LONG-TERM EFFECTS OF ANTI-VEGF MONOTHERAPY FOR RETINOPATHY OF PREMATURITY ON THE RETINAL AND REFRACTIVE DEVELOPMENT OF EYE

Purpose: 

To evaluate vascular maturation of retina, axial, refractive, and foveal development after anti-VEGF treatment including bevacizumab, ranibizumab, and aflibercept in infants with treatment requiring retinopathy of prematurity (ROP) in long term.

Methods: 

This retrospective chart review study included children with a history of any anti-VEGF monotherapy for ROP in Zone 1 or posterior Zone 2 who have reached at least 24 months of corrected age. The records of ophthalmologic examination including strabismus evaluation, visual acuity measurement, refractive and axial measurements, optical coherence tomography, and fundus fluorescein angiography examinations with RetCam III were reviewed.

Results: 

A total of 36 eyes of 18 children met the inclusion criteria.
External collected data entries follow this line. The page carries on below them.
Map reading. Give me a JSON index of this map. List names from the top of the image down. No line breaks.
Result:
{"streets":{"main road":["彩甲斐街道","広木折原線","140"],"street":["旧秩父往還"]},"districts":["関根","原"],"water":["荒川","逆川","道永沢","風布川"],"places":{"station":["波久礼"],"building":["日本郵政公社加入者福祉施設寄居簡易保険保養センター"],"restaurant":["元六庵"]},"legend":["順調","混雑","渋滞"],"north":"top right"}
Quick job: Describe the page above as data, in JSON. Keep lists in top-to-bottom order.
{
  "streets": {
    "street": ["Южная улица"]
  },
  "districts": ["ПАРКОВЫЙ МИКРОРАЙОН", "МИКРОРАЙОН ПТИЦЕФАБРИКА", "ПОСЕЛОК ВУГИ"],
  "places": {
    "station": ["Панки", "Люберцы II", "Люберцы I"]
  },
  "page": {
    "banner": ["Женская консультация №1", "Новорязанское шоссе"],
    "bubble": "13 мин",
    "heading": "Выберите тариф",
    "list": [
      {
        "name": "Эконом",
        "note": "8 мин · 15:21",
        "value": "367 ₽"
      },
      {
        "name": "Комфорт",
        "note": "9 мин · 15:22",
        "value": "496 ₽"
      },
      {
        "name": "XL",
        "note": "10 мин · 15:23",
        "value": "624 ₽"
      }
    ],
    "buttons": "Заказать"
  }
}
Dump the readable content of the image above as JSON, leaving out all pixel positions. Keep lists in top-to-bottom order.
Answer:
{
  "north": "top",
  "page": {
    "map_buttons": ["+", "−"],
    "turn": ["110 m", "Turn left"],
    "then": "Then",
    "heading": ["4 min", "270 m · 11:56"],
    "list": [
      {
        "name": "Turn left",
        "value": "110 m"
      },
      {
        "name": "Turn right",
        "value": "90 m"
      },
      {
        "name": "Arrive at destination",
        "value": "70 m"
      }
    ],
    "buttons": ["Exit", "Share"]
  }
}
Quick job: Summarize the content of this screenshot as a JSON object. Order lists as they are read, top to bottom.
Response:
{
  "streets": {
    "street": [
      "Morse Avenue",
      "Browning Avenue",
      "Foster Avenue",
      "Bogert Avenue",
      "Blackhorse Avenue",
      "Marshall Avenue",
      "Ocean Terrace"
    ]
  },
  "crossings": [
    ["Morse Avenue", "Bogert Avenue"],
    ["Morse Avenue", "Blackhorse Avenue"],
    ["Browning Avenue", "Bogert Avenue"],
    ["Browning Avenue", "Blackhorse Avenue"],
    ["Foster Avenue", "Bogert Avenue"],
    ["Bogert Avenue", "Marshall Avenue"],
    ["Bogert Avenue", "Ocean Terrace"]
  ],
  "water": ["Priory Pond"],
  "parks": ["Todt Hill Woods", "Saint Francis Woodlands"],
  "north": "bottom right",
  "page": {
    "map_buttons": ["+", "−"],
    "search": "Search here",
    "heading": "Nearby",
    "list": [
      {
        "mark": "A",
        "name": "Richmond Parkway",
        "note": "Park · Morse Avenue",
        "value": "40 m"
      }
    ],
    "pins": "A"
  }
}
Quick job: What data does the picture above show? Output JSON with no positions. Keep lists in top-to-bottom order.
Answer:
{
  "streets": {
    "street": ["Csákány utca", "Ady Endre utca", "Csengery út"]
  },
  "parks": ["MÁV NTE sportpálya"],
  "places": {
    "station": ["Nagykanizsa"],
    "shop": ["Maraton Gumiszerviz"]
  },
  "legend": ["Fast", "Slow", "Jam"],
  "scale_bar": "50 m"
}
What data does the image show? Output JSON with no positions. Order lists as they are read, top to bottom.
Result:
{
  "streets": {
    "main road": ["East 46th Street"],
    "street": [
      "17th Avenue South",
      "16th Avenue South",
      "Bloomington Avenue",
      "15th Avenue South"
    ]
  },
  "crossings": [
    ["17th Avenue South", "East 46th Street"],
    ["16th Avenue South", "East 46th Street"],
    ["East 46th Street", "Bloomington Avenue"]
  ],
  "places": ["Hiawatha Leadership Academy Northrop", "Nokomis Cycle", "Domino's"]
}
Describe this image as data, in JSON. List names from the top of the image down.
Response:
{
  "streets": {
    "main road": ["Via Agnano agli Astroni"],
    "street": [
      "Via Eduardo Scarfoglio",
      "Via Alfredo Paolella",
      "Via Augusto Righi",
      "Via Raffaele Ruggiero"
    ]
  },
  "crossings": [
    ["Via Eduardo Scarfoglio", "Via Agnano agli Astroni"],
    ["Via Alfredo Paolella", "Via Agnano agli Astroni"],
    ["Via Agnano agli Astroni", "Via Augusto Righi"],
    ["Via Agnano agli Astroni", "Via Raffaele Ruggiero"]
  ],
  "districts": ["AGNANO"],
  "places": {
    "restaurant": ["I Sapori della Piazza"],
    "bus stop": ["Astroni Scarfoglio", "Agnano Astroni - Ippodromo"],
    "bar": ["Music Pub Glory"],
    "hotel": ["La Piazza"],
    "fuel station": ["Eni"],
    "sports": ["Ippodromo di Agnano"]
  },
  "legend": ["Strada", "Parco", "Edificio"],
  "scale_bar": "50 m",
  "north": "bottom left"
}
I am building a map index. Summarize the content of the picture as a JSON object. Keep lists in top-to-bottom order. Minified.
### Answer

The mean gestational age at birth was 27.8 ± 2.13 (23–30) weeks, and ocular assessments were performed between 33 and 61.5 (mean: 42.58 ± 8.6) months of corrected age. Treatment was with bevacizumab in 10 eyes, with ranibizumab in 14 eyes, and with aflibercept in 12 eyes. The mean spherical equivalent was −0.25 ± 1.82; axial length was 20.81± 0.62 mm. There was no significant difference among three anti-VEGF groups regarding the abnormal vascular retinal development (P = 0.183) or leakage (P = 0.842) on fluorescein angiography.

Conclusion: 

All the anti-VEGF agents provided similar adequate axial and refractive development as well as similar abnormal vascular development in the peripheral retina. The long-term impact of this abnormally vascularized peripheral retina is a curiosity issue. From this point of view, it is an important need to determine the follow-up period and method after the anti-VEGF treatment for ROP.